Suffice it to say the shutdown cost the economy billions of dollars in direct and indirect costs and more than the $5.7 billion that the Trump White House had demanded for a border wall with Mexico.

The Congressional Budget Office estimates that the shutdown reduced fourth-quarter GDP by $3 billion, or about 0.1% of GDP, and first-quarter GDP by $8 billion, equal to about 0.2% of GDP, for a total loss of $11 billion. The effect on the annualized growth rate of both quarters will be even larger, according to the CBO.

S&P Global Ratings estimates the 35-day shutdown cost the economy at least $6 billion in direct and indirect costs, including lost productivity from furloughed government workers and contract workers (direct cost) and lost economic activity from outside businesses (indirect costs).

“With a five-week closure we suspect that more of the economic activity indirectly tied to the government may have been outright canceled,” according to S&P Global Ratings, which characterized the longest shutdown in U.S. history as a “nasty flu that had begun to spread across the states.”

The shutdown ended Friday when President Donald Trump agreed to legislation that reopened the government for three weeks, giving Congress a window to develop a deal to fund the Department of Homeland Security and address security at the U.S.-Mexican border.

Trump, however, continues to insist that any deal include funding for a wall along the Mexican border, and he threatens to shut down the government again or possibly declare a national emergency in order to build a wall if it doesn’t. Another partial shutdown is “certainly an option,” Trump told The Wall Street Journal.

“Although this funding battle has ended, the next one starts in a few weeks, which may reduce growth expectations if businesses and financial markets begin to expect that Congress and the president will repeat the experience again and again,” according to S&P analysts.
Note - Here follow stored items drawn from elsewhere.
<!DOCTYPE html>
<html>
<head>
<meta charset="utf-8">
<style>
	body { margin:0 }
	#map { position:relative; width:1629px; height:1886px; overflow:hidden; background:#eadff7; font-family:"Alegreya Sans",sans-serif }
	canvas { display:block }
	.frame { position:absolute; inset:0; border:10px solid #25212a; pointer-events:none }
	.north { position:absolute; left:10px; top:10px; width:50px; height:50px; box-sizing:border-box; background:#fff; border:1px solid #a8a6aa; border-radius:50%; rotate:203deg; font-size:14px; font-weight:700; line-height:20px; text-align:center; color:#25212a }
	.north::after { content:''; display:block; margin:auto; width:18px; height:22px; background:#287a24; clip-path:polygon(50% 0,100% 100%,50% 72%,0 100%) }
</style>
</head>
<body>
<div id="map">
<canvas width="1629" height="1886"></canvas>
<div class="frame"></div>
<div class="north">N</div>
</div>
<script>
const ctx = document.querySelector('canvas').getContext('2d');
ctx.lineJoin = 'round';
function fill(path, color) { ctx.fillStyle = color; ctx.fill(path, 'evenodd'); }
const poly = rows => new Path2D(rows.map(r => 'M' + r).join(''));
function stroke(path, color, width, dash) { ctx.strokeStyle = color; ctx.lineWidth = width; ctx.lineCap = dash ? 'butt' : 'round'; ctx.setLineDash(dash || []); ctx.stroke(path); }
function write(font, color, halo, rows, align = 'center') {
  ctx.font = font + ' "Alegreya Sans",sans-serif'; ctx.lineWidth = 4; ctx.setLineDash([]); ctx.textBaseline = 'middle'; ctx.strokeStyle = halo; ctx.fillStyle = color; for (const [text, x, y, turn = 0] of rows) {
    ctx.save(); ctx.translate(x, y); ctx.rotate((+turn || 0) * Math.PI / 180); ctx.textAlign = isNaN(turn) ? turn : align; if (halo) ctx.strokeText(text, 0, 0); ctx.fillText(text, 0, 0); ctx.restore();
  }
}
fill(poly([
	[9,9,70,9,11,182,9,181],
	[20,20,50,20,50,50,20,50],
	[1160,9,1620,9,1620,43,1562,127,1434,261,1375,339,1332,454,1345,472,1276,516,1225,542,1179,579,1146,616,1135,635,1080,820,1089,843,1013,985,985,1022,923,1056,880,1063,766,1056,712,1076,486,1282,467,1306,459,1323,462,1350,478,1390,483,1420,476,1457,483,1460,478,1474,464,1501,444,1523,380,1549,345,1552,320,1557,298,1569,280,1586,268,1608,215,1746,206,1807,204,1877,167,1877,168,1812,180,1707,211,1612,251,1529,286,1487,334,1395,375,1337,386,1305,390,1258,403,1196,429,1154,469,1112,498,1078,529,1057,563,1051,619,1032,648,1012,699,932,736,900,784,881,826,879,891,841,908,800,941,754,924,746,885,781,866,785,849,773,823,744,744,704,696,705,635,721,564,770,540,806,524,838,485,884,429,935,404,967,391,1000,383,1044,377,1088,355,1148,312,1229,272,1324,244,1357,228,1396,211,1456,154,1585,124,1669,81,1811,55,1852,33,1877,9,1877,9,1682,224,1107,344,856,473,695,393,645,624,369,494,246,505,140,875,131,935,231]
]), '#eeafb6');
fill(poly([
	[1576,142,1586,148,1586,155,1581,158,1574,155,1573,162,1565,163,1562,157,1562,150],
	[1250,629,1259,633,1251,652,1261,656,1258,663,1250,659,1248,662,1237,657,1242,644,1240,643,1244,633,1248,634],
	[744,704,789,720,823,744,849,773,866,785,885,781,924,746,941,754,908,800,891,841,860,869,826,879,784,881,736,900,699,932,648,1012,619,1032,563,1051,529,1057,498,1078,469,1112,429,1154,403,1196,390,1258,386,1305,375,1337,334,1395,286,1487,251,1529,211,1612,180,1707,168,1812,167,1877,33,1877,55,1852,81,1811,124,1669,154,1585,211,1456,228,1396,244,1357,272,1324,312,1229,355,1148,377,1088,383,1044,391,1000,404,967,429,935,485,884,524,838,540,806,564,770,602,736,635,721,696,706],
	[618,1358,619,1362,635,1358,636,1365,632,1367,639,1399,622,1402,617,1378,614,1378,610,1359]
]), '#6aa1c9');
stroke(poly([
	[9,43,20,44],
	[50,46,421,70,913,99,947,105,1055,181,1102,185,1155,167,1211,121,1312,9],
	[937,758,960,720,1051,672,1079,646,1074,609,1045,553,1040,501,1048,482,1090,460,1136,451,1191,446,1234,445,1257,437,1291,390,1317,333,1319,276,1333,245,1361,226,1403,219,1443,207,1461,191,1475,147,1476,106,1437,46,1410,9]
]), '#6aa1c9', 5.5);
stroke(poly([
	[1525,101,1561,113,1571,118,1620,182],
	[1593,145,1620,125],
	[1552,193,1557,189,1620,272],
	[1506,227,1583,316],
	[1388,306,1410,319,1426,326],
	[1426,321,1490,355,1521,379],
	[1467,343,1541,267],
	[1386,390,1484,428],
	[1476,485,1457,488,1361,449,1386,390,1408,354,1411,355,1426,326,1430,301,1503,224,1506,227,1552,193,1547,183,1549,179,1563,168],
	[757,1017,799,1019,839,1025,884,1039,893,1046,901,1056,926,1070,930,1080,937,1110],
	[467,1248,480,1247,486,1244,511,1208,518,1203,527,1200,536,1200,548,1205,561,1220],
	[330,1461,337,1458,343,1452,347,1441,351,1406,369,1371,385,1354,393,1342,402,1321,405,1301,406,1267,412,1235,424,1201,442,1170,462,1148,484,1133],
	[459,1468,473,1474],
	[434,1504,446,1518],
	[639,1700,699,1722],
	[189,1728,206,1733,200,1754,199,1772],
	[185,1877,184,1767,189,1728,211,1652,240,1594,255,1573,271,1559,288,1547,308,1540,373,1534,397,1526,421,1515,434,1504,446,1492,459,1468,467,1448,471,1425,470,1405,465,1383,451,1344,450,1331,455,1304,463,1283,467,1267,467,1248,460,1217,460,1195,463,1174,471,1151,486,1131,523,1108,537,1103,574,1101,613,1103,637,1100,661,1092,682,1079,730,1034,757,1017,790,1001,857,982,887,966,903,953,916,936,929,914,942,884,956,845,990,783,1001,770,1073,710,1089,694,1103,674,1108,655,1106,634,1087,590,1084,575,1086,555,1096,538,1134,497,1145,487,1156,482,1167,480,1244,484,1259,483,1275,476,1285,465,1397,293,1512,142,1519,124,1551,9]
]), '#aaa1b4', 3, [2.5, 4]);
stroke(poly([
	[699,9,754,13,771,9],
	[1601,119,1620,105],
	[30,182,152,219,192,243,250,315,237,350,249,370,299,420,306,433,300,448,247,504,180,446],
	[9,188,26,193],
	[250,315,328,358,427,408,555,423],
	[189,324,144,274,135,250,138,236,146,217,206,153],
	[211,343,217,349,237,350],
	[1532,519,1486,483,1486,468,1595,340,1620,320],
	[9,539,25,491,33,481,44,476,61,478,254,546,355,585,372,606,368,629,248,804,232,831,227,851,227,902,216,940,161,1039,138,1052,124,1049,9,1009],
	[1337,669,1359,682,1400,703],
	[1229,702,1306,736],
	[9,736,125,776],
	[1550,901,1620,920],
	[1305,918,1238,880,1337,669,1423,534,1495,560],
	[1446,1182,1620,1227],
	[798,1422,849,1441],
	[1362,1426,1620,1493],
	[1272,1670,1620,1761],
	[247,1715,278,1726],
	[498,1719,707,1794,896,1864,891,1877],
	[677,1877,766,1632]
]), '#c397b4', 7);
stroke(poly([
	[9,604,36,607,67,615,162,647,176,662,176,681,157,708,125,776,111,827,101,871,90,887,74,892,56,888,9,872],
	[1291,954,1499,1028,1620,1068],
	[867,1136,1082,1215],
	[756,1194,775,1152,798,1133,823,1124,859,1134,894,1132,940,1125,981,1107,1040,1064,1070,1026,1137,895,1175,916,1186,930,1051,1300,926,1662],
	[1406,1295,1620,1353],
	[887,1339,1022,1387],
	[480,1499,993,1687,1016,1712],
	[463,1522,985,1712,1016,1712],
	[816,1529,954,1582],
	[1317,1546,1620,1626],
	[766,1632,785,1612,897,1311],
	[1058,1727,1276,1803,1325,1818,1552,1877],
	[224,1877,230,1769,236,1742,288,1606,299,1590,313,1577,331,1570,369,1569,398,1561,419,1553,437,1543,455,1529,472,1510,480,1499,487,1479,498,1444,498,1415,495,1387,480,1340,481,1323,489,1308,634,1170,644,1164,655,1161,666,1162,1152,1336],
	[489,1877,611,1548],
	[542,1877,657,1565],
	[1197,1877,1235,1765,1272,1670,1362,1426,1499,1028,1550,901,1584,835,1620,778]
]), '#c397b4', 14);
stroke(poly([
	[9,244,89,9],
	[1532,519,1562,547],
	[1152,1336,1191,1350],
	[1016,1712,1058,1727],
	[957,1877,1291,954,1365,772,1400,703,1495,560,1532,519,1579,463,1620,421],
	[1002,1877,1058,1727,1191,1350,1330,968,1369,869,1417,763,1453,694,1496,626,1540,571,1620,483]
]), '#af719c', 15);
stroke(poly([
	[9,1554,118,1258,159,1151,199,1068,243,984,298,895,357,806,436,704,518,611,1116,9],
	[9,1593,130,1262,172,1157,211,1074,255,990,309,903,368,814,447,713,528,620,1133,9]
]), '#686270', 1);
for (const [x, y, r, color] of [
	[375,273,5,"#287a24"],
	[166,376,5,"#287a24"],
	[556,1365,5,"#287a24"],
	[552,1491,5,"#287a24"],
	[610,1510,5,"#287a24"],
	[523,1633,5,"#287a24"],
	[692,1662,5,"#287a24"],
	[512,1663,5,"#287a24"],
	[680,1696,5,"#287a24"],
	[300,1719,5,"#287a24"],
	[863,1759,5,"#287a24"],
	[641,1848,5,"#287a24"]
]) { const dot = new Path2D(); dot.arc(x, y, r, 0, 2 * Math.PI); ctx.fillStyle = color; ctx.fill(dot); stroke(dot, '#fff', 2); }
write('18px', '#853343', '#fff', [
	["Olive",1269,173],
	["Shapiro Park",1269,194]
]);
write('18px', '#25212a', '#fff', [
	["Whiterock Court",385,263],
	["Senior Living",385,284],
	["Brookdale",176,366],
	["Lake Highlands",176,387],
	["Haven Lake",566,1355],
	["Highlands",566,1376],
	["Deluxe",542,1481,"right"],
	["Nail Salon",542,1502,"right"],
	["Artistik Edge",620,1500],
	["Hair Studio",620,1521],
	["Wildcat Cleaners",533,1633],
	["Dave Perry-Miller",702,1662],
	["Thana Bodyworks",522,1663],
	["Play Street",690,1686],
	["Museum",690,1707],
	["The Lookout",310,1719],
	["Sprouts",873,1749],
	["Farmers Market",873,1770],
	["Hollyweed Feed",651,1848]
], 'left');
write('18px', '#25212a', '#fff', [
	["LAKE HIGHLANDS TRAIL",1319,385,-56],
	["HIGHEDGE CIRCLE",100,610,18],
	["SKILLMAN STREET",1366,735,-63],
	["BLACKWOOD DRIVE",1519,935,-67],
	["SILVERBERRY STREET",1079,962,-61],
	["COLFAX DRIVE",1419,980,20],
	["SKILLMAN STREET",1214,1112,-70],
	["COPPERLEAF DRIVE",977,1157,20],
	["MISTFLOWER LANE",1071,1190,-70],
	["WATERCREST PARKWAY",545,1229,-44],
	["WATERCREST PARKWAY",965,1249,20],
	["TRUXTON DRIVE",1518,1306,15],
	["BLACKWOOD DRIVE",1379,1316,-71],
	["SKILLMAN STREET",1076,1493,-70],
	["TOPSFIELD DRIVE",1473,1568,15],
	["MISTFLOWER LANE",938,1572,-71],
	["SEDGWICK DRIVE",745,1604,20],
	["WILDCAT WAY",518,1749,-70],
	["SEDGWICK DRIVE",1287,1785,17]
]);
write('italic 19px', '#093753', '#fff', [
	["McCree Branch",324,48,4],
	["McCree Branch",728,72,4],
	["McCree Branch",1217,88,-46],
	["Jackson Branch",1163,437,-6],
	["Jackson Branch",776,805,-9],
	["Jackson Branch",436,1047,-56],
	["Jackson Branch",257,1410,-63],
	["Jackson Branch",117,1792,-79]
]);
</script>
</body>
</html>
Longer term, the shutdown may hurt morale and productivity of government workers who were required to work without pay and “create a challenge for government agencies and contractors” to hire and rehire workers,” according to S&P. “The next time the government decides to close (which is all too frequent), these workers may decide to opt for a job in another industry that they feel has more job security.”

Fears of another shutdown underlie a warning by Keith Hall, CEO of the National Association of the Self-Employed (NASE), that small-business owners “should brace themselves for a tax season filled with frustrations and delays … The government shutdown has created an additional level of uncertainty for small-business owners at the worst possible time,” said Hall, in a statement.

Another shutdown would not only be “a risk to GDP growth in the first half of the year” but also a possible precursor to a “showdown on the debt ceiling,” which will be reached after March 1, according to Tony Roth, chief investment officer of Wilmington Trust. “A breach of the debt ceiling would be a profoundly damaging event, so the machinations of debate around it will move markets along the way,” writes Roth in a market note.